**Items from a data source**
━━━

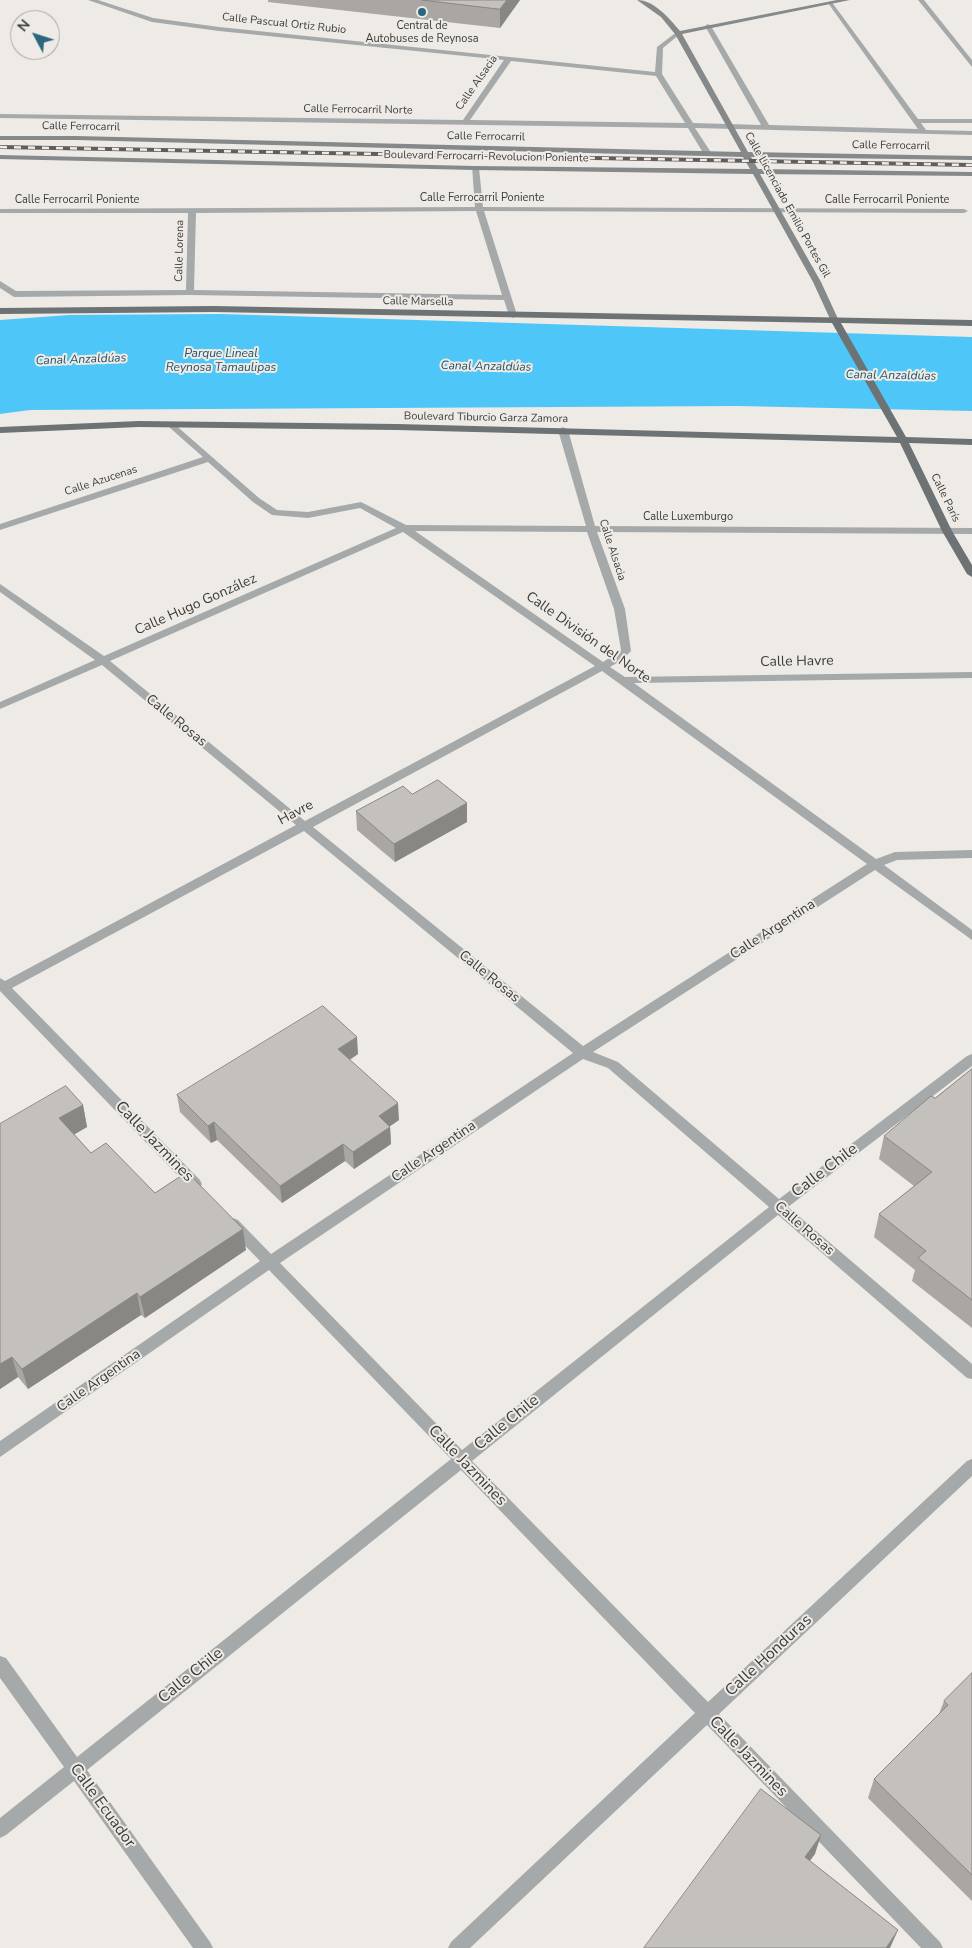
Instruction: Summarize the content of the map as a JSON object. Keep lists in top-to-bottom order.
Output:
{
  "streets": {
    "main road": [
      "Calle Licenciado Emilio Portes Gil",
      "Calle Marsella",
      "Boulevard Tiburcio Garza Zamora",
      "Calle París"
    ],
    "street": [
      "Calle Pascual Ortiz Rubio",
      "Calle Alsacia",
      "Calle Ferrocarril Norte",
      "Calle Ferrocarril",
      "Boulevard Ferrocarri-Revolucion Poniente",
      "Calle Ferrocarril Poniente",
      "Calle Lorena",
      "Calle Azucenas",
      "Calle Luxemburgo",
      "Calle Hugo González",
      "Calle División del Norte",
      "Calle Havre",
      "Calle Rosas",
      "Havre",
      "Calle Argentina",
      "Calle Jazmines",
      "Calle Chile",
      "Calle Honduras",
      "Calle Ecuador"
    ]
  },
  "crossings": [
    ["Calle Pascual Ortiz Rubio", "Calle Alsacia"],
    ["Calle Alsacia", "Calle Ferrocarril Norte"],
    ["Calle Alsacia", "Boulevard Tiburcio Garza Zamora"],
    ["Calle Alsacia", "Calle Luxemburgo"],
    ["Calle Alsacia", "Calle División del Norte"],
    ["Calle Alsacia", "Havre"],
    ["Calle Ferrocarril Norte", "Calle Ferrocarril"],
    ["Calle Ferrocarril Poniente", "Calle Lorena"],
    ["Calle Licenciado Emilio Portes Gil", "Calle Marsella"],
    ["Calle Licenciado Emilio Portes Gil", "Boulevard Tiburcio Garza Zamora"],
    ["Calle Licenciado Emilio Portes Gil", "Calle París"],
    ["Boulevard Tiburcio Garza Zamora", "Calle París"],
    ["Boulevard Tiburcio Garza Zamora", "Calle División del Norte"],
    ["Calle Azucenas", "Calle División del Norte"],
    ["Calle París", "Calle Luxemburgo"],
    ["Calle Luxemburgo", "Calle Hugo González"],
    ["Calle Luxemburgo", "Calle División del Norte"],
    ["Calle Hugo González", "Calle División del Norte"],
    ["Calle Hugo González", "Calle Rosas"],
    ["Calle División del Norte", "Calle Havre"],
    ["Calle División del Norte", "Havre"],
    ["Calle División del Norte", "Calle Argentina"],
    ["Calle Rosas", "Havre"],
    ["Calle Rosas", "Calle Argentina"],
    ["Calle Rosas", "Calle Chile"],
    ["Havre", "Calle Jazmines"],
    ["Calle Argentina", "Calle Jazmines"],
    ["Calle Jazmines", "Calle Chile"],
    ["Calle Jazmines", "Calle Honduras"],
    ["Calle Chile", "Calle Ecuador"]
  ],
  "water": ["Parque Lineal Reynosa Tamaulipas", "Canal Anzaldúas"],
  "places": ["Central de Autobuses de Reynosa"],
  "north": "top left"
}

━━━

Identify the lines in the entries above that contain "Hugo", then copy them out.

**Result for this exercise**
      "Calle Hugo González",
    ["Calle Luxemburgo", "Calle Hugo González"],
    ["Calle Hugo González", "Calle División del Norte"],
    ["Calle Hugo González", "Calle Rosas"],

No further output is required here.